ACTIVITY: Take each line in the entries below that holds "JSON" and show it.
[[ DATA EXTRACT open ]]
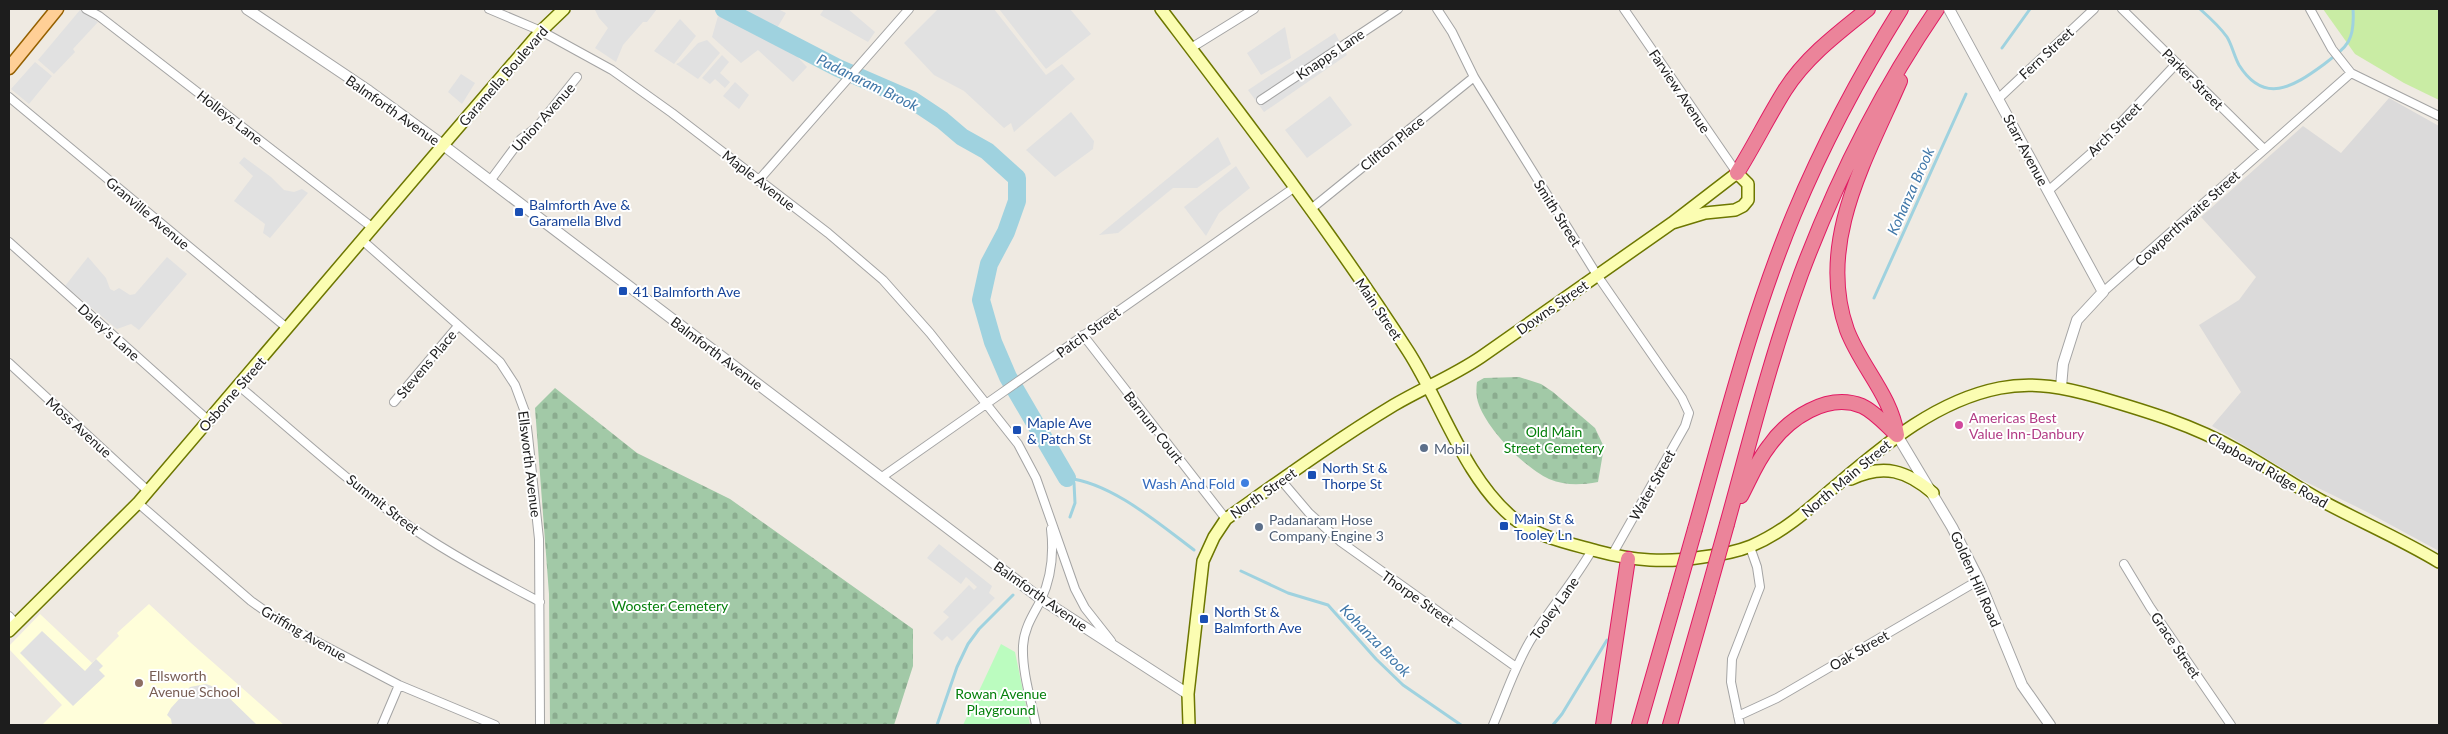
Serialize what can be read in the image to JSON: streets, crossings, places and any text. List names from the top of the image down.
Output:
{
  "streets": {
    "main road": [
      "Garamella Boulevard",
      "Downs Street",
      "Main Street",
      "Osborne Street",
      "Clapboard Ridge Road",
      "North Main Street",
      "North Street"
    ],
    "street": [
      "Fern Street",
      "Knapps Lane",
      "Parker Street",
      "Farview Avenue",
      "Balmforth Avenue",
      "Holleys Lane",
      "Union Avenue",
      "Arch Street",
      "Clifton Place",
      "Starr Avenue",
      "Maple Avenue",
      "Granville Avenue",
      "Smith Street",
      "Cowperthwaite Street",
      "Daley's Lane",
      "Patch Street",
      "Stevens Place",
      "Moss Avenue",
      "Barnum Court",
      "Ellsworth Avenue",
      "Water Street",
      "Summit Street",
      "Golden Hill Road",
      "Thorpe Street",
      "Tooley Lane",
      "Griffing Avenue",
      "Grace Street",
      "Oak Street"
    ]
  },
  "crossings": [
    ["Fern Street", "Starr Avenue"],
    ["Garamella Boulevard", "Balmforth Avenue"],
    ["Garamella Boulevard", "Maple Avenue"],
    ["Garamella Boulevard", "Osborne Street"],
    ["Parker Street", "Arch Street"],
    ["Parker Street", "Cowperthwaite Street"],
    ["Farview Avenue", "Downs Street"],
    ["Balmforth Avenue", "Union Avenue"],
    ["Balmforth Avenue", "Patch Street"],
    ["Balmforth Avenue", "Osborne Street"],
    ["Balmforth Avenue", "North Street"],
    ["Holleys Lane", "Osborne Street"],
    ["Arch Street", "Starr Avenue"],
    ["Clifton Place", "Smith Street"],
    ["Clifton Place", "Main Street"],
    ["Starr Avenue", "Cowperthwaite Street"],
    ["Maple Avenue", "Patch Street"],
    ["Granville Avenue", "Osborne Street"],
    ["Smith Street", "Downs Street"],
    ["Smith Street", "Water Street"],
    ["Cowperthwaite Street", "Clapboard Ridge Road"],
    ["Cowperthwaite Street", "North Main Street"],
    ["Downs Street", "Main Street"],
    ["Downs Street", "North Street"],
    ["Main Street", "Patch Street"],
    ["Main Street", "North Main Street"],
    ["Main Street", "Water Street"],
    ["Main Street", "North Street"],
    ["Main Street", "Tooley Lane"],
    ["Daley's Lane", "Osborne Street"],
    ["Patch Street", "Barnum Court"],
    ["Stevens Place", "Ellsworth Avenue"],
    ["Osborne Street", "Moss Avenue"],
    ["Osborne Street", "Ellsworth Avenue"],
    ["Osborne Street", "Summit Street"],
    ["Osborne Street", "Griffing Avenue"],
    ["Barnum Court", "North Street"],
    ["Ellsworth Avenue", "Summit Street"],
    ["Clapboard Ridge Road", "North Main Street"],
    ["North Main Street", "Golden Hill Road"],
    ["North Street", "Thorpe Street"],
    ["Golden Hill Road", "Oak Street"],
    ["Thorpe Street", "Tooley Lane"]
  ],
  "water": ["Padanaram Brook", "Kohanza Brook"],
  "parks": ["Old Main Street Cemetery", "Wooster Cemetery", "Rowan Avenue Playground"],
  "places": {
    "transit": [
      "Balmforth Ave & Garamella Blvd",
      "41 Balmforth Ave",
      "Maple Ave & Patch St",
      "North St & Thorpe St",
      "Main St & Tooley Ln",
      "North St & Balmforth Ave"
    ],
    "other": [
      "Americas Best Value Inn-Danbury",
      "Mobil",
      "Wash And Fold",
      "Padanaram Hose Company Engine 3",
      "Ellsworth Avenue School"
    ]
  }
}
[[ DATA EXTRACT closed ]]
[[ DATA EXTRACT open ]]
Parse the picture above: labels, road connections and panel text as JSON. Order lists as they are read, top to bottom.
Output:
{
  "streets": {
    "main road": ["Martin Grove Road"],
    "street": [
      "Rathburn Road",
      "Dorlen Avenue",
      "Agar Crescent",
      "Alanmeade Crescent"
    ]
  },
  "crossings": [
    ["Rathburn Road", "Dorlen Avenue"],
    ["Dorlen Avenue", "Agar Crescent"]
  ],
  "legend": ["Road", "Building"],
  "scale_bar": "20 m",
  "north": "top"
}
[[ DATA EXTRACT closed ]]
REPLY TO THE TASK:
Serialize what can be read in the image to JSON: streets, crossings, places and any text. List names from the top of the image down.
Parse the picture above: labels, road connections and panel text as JSON. Order lists as they are read, top to bottom.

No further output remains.